Support Questions

Find answers, ask questions, and share your expertise

Enable logging of hadoop logs to hdfs mounted as nfs on the data nodes

avatar
Contributor

We are constantly running out of space on the hadoop nodes.

Is it recommended to enable logging of hadoop logs to hdfs mounted as nfs on the data nodes?

Or is it better to mount a nap drive to the nodes for storing log files.

Is there any challenges?

1 ACCEPTED SOLUTION

avatar

Hi @S Roy, using hdfs mounted as nfs would be a bad idea. An HDFS service writing its own logs to HDFS could deadlock on itself.

As @Neeraj Sabharwal suggested, a local disk is best to make sure the logging store does not become a performance bottleneck. You can change the log4j settings to limit the size and number of the log files thus capping total space used by log files.

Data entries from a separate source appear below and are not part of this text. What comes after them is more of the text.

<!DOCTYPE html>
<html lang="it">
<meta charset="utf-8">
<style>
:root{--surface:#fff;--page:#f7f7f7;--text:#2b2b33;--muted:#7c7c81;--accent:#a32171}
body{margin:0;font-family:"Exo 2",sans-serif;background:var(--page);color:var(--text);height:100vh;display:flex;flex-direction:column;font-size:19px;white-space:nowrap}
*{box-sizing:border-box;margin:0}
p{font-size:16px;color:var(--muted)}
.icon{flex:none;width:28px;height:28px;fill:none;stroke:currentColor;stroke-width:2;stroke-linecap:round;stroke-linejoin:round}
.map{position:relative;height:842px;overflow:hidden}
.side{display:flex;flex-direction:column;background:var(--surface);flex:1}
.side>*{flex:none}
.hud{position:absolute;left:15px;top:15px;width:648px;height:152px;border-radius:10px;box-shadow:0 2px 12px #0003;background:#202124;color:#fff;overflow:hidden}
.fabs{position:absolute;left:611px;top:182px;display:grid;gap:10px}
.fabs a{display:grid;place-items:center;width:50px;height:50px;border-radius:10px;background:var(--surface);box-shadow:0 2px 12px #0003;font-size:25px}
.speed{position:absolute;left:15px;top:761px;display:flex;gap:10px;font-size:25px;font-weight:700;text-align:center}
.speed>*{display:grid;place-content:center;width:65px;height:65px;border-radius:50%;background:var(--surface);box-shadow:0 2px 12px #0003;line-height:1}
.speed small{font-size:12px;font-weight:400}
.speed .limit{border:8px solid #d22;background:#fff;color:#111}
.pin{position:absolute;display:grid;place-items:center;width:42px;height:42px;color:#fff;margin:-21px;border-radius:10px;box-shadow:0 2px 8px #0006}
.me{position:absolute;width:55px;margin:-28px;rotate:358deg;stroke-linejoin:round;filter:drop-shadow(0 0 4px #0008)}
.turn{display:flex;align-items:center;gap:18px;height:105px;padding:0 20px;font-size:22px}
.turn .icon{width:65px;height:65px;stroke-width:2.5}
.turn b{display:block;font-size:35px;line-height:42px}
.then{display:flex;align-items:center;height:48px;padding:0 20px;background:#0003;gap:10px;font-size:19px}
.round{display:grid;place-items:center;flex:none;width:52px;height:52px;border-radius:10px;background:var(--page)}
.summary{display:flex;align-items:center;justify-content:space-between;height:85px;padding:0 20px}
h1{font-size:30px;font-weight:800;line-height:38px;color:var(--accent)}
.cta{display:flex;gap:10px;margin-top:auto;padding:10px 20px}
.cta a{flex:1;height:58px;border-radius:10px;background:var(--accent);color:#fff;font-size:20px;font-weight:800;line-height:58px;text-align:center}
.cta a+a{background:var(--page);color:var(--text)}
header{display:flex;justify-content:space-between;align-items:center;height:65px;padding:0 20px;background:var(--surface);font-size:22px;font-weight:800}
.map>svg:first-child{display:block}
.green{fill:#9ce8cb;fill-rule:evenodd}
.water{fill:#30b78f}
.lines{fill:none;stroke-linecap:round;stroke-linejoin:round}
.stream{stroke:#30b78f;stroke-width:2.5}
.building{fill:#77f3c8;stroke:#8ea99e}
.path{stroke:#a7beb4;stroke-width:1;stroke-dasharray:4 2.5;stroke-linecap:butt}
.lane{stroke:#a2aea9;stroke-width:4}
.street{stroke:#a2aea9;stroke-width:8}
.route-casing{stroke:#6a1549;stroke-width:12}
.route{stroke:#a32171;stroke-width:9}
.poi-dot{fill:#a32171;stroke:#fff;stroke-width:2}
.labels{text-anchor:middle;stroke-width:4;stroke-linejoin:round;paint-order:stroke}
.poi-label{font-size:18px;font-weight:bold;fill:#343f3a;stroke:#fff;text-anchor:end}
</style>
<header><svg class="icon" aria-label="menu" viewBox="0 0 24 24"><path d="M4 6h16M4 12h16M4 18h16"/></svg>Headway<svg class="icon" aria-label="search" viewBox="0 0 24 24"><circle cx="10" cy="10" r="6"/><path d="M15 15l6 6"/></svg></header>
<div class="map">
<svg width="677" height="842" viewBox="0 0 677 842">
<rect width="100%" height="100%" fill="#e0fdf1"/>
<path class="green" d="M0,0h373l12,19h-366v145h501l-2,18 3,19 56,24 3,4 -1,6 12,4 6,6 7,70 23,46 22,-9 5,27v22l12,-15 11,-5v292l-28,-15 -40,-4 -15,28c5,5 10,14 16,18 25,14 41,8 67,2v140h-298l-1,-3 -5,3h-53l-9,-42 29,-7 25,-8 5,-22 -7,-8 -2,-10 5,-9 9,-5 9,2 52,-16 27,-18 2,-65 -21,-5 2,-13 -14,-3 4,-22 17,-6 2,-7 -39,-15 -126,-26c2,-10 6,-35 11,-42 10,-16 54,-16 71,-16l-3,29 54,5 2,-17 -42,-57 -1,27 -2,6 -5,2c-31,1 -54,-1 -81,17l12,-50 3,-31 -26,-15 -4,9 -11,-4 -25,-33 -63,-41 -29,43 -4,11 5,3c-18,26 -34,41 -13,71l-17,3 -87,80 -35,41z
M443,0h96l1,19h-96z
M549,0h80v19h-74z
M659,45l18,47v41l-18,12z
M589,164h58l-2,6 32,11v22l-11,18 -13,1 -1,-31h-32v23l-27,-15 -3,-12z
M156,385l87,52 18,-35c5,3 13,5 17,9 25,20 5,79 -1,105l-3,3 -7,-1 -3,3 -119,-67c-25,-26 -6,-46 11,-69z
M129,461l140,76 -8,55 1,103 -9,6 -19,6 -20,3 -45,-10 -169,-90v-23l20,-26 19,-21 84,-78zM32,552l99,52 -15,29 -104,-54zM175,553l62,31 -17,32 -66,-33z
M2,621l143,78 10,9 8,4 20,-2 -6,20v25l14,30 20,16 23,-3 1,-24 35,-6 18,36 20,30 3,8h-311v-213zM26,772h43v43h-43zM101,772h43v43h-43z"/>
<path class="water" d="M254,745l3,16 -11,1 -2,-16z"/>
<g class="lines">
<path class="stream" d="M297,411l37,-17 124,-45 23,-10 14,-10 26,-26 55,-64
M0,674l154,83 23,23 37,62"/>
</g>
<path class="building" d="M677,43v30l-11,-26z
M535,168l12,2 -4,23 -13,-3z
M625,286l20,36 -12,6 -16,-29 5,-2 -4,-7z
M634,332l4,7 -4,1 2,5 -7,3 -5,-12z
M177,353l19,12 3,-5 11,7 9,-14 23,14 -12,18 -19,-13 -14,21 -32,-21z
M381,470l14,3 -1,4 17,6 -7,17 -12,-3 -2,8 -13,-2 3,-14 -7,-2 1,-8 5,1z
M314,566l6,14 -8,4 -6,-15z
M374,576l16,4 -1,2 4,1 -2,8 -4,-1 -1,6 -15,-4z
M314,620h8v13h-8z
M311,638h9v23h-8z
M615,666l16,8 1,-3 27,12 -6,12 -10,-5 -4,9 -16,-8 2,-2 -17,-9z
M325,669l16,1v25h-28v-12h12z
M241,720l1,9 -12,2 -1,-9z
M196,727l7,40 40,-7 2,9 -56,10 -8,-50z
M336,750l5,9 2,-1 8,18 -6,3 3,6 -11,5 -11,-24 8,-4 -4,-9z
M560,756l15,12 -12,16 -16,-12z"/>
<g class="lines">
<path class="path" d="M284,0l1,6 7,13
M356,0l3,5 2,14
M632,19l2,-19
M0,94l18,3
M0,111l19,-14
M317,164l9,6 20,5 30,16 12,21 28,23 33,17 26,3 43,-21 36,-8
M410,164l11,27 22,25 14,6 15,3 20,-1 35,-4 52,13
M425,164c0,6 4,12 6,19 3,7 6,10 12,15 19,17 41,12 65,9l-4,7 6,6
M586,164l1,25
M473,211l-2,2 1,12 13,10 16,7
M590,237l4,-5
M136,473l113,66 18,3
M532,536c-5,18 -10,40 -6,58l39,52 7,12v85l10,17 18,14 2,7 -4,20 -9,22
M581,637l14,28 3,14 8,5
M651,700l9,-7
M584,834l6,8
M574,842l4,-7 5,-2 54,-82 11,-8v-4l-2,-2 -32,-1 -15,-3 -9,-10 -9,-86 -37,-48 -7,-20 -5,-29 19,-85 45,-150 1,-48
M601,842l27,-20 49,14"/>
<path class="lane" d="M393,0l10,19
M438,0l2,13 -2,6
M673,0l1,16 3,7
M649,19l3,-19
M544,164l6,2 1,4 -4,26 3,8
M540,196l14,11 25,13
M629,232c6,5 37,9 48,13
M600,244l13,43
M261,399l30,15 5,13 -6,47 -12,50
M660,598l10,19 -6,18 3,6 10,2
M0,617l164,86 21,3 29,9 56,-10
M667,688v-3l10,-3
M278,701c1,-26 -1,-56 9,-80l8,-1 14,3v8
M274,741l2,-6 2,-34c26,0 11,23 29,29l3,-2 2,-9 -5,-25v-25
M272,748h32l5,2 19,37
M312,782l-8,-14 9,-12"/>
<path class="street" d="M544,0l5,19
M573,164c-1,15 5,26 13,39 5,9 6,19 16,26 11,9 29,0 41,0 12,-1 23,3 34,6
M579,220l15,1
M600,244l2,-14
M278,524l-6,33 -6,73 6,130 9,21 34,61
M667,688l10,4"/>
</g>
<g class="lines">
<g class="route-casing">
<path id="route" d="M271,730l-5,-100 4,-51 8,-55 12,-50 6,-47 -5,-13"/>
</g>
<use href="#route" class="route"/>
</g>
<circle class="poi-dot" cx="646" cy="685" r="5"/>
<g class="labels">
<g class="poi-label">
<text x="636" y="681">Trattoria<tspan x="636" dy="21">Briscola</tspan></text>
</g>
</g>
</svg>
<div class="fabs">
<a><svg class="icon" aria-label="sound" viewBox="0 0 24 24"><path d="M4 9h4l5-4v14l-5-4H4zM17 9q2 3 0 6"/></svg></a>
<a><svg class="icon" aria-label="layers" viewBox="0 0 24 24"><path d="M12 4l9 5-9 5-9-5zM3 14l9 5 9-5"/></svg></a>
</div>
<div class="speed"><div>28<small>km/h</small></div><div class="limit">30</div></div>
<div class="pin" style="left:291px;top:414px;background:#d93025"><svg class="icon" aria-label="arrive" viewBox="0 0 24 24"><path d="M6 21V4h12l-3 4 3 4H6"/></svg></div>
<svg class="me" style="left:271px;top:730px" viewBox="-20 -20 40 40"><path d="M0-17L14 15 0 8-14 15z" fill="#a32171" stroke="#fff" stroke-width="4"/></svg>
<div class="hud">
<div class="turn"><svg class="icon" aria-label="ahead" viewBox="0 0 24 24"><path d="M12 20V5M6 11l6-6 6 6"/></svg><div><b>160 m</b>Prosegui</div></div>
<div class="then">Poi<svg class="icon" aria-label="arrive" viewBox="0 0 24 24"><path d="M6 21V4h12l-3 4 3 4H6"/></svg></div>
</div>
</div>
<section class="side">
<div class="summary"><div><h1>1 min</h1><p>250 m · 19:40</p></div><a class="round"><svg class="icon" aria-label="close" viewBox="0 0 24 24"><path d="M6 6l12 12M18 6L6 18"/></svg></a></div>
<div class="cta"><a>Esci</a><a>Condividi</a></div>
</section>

Also you can write a separate daemon to periodically copy log files to HDFS for long term archival.

View solution in original post

5 REPLIES 5

avatar
Master Mentor

you can zip those logs once in a while @S Roy

avatar
Master Mentor

@S Roy

I always suggest to have dedicated log disk or mount of size around 200gb in each node

/usr/hdp for binaries around 50gb

/var/log 150 to 200gb

avatar
Contributor

What about NAS storage mounted ?

avatar
Master Mentor

@S Roy

I try to stay away from NAS because when it comes to performance then it can be a road block or misguide

Lab or demo ..sure

But not for prod

avatar

Hi @S Roy, using hdfs mounted as nfs would be a bad idea. An HDFS service writing its own logs to HDFS could deadlock on itself.

As @Neeraj Sabharwal suggested, a local disk is best to make sure the logging store does not become a performance bottleneck. You can change the log4j settings to limit the size and number of the log files thus capping total space used by log files. Also you can write a separate daemon to periodically copy log files to HDFS for long term archival.